Top of DATA FOR THIS EXERCISE
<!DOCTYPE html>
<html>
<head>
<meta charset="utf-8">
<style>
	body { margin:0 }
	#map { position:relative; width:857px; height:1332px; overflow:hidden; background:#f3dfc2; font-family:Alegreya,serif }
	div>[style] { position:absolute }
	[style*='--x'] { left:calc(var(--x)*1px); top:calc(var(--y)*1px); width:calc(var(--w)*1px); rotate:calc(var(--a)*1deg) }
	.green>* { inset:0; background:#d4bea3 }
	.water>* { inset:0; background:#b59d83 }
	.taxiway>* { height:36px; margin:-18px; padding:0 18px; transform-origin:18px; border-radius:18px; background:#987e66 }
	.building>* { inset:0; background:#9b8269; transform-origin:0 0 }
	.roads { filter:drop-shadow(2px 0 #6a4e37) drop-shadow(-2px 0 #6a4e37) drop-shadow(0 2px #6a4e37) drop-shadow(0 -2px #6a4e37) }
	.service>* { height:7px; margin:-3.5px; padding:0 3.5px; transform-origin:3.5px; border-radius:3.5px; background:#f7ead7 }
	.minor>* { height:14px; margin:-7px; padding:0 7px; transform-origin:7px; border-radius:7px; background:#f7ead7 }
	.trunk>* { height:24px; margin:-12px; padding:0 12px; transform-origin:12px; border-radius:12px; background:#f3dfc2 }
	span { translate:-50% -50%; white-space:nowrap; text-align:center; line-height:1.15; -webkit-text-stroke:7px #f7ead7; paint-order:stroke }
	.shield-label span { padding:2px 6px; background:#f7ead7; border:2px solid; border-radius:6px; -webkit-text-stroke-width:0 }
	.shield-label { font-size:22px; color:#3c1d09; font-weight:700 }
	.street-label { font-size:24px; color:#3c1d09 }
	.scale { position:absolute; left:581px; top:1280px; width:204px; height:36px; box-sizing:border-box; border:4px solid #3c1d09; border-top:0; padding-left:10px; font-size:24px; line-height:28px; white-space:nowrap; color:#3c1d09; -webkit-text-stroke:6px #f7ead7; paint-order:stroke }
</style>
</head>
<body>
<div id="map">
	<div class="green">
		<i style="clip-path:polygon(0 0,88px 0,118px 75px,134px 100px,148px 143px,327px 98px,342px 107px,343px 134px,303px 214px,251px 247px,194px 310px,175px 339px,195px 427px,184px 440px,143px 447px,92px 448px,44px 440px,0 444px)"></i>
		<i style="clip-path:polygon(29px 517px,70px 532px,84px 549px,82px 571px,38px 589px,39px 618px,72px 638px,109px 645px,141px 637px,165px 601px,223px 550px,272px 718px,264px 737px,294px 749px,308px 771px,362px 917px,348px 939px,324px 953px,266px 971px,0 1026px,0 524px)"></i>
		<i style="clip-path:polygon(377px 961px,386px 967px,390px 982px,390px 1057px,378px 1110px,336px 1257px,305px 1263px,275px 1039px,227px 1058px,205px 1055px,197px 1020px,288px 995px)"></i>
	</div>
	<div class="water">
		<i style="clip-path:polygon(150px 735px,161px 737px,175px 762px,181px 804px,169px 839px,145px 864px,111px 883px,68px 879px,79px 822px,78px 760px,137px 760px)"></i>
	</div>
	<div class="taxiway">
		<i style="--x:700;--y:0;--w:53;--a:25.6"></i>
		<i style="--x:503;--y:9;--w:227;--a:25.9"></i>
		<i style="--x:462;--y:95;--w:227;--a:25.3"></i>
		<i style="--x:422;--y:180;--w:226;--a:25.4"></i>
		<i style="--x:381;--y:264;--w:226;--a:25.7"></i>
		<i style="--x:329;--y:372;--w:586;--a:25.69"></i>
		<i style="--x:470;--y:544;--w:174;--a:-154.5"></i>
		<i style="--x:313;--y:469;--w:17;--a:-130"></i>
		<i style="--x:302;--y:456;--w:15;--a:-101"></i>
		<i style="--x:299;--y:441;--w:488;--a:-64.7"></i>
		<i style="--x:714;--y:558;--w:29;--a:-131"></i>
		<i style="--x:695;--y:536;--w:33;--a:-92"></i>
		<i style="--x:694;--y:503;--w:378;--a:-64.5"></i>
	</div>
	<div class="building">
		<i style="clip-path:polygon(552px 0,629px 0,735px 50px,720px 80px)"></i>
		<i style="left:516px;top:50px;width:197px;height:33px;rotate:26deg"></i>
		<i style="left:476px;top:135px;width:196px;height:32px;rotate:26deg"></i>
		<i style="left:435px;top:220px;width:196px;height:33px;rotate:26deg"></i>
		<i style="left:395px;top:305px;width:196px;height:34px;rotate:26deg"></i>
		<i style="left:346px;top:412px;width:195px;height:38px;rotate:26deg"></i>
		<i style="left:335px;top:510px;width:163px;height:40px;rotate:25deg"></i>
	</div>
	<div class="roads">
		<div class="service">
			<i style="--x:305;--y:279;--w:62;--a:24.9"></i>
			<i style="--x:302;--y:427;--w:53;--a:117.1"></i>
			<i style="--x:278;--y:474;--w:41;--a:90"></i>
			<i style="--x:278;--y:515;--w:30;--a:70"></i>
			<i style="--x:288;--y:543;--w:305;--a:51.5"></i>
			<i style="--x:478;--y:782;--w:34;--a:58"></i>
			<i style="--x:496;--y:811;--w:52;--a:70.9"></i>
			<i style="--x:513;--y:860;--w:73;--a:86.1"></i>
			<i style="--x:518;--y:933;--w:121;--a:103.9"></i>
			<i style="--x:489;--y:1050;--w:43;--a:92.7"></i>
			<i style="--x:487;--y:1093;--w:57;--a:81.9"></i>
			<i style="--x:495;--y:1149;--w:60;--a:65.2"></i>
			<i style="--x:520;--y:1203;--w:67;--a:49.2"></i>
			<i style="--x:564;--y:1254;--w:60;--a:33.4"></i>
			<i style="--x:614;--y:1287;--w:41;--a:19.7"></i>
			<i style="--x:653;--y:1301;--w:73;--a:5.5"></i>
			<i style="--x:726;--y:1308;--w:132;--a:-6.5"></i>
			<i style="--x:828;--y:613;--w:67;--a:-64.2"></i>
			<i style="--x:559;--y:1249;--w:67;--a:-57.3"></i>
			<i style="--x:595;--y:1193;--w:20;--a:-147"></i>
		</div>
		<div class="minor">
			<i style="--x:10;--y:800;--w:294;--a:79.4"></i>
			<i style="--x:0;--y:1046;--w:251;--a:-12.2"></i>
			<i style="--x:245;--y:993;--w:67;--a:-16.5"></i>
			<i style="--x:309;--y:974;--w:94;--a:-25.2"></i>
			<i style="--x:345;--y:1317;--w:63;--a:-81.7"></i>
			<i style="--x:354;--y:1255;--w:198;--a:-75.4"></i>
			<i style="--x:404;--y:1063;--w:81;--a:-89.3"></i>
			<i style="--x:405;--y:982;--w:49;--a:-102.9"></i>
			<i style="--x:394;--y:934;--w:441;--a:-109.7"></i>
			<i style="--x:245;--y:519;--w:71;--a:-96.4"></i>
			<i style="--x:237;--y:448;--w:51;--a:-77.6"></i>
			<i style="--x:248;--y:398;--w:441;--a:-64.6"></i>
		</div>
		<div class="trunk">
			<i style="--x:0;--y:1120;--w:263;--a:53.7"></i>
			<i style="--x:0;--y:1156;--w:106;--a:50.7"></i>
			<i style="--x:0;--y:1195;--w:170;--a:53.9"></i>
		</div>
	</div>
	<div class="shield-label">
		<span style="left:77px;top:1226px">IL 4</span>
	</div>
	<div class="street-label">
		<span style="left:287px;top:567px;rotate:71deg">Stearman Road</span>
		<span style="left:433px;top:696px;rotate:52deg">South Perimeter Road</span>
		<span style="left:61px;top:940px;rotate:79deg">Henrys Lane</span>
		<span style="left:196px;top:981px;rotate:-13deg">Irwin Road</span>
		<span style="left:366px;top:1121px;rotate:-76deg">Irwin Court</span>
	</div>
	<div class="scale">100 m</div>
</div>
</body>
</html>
Bottom of DATA FOR THIS EXERCISE
→ ACTION ITEM:
Using the entries above, quote each line verbatim from the first through the line that contains "height:7px; margin:-3.5px; padding:0".

→ ANSWER FOR THIS EXERCISE:
<!DOCTYPE html>
<html>
<head>
<meta charset="utf-8">
<style>
	body { margin:0 }
	#map { position:relative; width:857px; height:1332px; overflow:hidden; background:#f3dfc2; font-family:Alegreya,serif }
	div>[style] { position:absolute }
	[style*='--x'] { left:calc(var(--x)*1px); top:calc(var(--y)*1px); width:calc(var(--w)*1px); rotate:calc(var(--a)*1deg) }
	.green>* { inset:0; background:#d4bea3 }
	.water>* { inset:0; background:#b59d83 }
	.taxiway>* { height:36px; margin:-18px; padding:0 18px; transform-origin:18px; border-radius:18px; background:#987e66 }
	.building>* { inset:0; background:#9b8269; transform-origin:0 0 }
	.roads { filter:drop-shadow(2px 0 #6a4e37) drop-shadow(-2px 0 #6a4e37) drop-shadow(0 2px #6a4e37) drop-shadow(0 -2px #6a4e37) }
	.service>* { height:7px; margin:-3.5px; padding:0 3.5px; transform-origin:3.5px; border-radius:3.5px; background:#f7ead7 }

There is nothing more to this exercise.